- _Try it_:
Show, in full, each line of the data that contains "arrow".

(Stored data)
###

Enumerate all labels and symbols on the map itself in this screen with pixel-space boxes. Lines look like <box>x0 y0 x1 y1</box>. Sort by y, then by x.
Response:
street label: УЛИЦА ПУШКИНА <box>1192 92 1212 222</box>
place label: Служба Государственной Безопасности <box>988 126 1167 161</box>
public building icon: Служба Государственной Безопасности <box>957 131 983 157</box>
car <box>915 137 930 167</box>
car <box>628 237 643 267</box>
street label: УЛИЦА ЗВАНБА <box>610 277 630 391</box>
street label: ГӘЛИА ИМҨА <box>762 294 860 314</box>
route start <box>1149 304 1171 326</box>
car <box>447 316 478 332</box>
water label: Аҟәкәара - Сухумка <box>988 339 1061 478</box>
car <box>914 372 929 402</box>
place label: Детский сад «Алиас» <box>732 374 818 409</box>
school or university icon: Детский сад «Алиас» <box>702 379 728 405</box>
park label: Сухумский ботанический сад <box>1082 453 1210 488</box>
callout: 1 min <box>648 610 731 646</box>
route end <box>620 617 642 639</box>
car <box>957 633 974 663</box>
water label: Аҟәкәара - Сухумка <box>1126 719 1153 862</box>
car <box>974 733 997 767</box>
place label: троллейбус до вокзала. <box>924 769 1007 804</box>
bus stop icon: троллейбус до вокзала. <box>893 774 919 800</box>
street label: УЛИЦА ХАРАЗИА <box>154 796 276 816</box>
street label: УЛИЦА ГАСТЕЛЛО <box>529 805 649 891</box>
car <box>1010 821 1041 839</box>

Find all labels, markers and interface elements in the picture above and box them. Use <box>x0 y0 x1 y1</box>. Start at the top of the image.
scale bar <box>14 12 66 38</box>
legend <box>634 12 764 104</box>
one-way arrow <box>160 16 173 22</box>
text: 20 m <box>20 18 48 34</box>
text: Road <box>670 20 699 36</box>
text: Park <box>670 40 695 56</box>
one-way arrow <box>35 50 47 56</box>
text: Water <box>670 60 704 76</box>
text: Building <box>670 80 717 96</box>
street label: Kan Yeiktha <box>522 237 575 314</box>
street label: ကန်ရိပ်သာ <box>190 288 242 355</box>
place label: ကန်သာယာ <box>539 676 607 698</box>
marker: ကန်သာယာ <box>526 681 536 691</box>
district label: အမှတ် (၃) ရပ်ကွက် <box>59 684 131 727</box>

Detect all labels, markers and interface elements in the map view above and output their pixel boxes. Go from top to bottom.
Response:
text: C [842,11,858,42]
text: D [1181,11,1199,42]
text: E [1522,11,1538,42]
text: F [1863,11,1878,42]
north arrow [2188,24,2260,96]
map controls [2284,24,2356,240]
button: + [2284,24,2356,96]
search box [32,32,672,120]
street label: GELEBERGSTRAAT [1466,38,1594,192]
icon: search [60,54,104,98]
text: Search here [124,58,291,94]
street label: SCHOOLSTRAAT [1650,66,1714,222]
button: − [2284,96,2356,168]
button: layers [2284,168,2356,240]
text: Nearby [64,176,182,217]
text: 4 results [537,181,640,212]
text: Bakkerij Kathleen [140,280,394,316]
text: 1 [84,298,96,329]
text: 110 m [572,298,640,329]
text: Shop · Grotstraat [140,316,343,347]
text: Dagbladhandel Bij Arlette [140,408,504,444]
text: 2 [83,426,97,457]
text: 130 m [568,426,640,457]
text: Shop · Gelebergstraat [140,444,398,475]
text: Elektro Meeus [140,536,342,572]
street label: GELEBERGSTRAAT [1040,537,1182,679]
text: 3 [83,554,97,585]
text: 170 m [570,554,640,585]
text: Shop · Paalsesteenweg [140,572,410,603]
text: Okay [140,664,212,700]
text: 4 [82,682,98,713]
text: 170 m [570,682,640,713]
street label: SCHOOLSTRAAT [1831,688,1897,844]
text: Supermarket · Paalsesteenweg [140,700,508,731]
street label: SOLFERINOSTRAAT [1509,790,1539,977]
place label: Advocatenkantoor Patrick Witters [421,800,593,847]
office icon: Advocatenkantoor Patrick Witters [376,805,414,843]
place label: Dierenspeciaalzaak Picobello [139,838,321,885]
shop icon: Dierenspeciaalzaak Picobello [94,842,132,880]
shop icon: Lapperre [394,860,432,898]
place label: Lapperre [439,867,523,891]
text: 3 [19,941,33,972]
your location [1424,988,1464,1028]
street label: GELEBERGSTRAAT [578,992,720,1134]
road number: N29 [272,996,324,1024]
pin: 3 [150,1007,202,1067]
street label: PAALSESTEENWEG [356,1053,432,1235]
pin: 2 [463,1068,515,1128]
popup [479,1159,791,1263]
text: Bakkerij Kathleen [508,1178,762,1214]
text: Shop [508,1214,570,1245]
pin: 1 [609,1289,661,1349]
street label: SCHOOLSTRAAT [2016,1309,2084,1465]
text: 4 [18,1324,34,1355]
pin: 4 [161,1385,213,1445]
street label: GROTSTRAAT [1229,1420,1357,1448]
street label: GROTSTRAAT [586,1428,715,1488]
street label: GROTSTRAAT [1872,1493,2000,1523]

###

- _Solved problem_:
one-way arrow <box>160 16 173 22</box>
one-way arrow <box>35 50 47 56</box>
north arrow [2188,24,2260,96]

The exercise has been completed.